WHAT NEEDS TO BE DONE.
Could every line below be written out exactly as it appears?

Collected data.
-- Opening Marker --

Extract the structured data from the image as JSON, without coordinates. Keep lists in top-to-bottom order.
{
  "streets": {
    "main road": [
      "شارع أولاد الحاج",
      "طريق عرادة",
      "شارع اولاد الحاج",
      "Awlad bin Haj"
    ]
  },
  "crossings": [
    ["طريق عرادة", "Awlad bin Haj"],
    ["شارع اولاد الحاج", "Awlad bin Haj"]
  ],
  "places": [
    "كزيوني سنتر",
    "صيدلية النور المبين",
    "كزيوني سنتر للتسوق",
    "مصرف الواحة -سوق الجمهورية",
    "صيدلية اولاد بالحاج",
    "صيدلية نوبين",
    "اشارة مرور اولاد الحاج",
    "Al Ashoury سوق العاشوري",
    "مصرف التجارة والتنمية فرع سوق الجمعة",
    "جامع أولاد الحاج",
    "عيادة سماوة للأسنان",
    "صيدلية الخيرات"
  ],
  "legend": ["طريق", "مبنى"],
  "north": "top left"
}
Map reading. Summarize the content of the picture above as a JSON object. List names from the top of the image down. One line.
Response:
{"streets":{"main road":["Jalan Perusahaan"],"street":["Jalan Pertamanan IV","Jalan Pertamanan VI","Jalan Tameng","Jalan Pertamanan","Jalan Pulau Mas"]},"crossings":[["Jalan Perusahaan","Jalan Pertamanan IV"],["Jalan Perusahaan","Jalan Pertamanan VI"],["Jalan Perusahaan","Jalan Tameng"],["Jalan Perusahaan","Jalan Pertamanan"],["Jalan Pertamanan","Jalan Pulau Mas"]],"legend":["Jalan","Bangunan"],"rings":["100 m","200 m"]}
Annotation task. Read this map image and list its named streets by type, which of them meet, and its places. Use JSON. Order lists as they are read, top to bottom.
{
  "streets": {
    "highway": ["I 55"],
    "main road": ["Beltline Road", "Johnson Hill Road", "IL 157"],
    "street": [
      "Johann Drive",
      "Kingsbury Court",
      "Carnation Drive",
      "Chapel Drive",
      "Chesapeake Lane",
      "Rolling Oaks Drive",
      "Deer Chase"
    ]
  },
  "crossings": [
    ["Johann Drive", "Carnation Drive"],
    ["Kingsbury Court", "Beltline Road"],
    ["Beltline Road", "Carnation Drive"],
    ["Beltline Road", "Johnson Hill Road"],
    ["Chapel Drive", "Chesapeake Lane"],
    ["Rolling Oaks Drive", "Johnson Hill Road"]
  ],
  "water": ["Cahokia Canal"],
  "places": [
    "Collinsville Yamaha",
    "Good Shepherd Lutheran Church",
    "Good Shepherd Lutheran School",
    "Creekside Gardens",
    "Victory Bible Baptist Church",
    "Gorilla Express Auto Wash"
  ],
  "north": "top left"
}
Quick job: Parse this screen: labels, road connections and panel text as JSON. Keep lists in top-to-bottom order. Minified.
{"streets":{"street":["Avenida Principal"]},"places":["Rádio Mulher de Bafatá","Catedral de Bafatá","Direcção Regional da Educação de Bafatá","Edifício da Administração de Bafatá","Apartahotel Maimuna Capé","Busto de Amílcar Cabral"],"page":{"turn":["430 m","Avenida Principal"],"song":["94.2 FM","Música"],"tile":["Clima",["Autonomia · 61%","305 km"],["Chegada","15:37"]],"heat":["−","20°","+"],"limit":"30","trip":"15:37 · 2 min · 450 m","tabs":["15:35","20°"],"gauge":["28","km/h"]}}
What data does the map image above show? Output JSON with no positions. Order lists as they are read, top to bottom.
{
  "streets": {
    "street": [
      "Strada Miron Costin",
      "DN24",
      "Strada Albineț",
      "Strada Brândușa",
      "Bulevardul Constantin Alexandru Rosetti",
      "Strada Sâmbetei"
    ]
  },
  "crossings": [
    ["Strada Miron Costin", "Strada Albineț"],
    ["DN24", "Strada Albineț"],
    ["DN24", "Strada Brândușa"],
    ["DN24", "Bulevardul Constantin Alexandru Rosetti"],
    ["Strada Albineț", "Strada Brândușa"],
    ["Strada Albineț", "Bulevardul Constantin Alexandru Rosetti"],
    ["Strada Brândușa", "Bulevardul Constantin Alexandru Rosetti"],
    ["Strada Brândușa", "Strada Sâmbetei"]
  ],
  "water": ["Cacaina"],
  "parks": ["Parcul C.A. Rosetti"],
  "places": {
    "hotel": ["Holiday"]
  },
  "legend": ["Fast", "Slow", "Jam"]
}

-- Closing Marker --

FINAL ANSWER.
Extract the structured data from the image as JSON, without coordinates. Keep lists in top-to-bottom order.
{
  "streets": {
    "main road": [
      "شارع أولاد الحاج",
      "طريق عرادة",
      "شارع اولاد الحاج",
      "Awlad bin Haj"
    ]
  },
  "crossings": [
    ["طريق عرادة", "Awlad bin Haj"],
    ["شارع اولاد الحاج", "Awlad bin Haj"]
  ],
  "places": [
    "كزيوني سنتر",
    "صيدلية النور المبين",
    "كزيوني سنتر للتسوق",
    "مصرف الواحة -سوق الجمهورية",
    "صيدلية اولاد بالحاج",
    "صيدلية نوبين",
    "اشارة مرور اولاد الحاج",
    "Al Ashoury سوق العاشوري",
    "مصرف التجارة والتنمية فرع سوق الجمعة",
    "جامع أولاد الحاج",
    "عيادة سماوة للأسنان",
    "صيدلية الخيرات"
  ],
  "legend": ["طريق", "مبنى"],
  "north": "top left"
}
Map reading. Summarize the content of the picture above as a JSON object. List names from the top of the image down. One line.
Response:
{"streets":{"main road":["Jalan Perusahaan"],"street":["Jalan Pertamanan IV","Jalan Pertamanan VI","Jalan Tameng","Jalan Pertamanan","Jalan Pulau Mas"]},"crossings":[["Jalan Perusahaan","Jalan Pertamanan IV"],["Jalan Perusahaan","Jalan Pertamanan VI"],["Jalan Perusahaan","Jalan Tameng"],["Jalan Perusahaan","Jalan Pertamanan"],["Jalan Pertamanan","Jalan Pulau Mas"]],"legend":["Jalan","Bangunan"],"rings":["100 m","200 m"]}
Annotation task. Read this map image and list its named streets by type, which of them meet, and its places. Use JSON. Order lists as they are read, top to bottom.
{
  "streets": {
    "highway": ["I 55"],
    "main road": ["Beltline Road", "Johnson Hill Road", "IL 157"],
    "street": [
      "Johann Drive",
      "Kingsbury Court",
      "Carnation Drive",
      "Chapel Drive",
      "Chesapeake Lane",
      "Rolling Oaks Drive",
      "Deer Chase"
    ]
  },
  "crossings": [
    ["Johann Drive", "Carnation Drive"],
    ["Kingsbury Court", "Beltline Road"],
    ["Beltline Road", "Carnation Drive"],
    ["Beltline Road", "Johnson Hill Road"],
    ["Chapel Drive", "Chesapeake Lane"],
    ["Rolling Oaks Drive", "Johnson Hill Road"]
  ],
  "water": ["Cahokia Canal"],
  "places": [
    "Collinsville Yamaha",
    "Good Shepherd Lutheran Church",
    "Good Shepherd Lutheran School",
    "Creekside Gardens",
    "Victory Bible Baptist Church",
    "Gorilla Express Auto Wash"
  ],
  "north": "top left"
}
Quick job: Parse this screen: labels, road connections and panel text as JSON. Keep lists in top-to-bottom order. Minified.
{"streets":{"street":["Avenida Principal"]},"places":["Rádio Mulher de Bafatá","Catedral de Bafatá","Direcção Regional da Educação de Bafatá","Edifício da Administração de Bafatá","Apartahotel Maimuna Capé","Busto de Amílcar Cabral"],"page":{"turn":["430 m","Avenida Principal"],"song":["94.2 FM","Música"],"tile":["Clima",["Autonomia · 61%","305 km"],["Chegada","15:37"]],"heat":["−","20°","+"],"limit":"30","trip":"15:37 · 2 min · 450 m","tabs":["15:35","20°"],"gauge":["28","km/h"]}}
What data does the map image above show? Output JSON with no positions. Order lists as they are read, top to bottom.
{
  "streets": {
    "street": [
      "Strada Miron Costin",
      "DN24",
      "Strada Albineț",
      "Strada Brândușa",
      "Bulevardul Constantin Alexandru Rosetti",
      "Strada Sâmbetei"
    ]
  },
  "crossings": [
    ["Strada Miron Costin", "Strada Albineț"],
    ["DN24", "Strada Albineț"],
    ["DN24", "Strada Brândușa"],
    ["DN24", "Bulevardul Constantin Alexandru Rosetti"],
    ["Strada Albineț", "Strada Brândușa"],
    ["Strada Albineț", "Bulevardul Constantin Alexandru Rosetti"],
    ["Strada Brândușa", "Bulevardul Constantin Alexandru Rosetti"],
    ["Strada Brândușa", "Strada Sâmbetei"]
  ],
  "water": ["Cacaina"],
  "parks": ["Parcul C.A. Rosetti"],
  "places": {
    "hotel": ["Holiday"]
  },
  "legend": ["Fast", "Slow", "Jam"]
}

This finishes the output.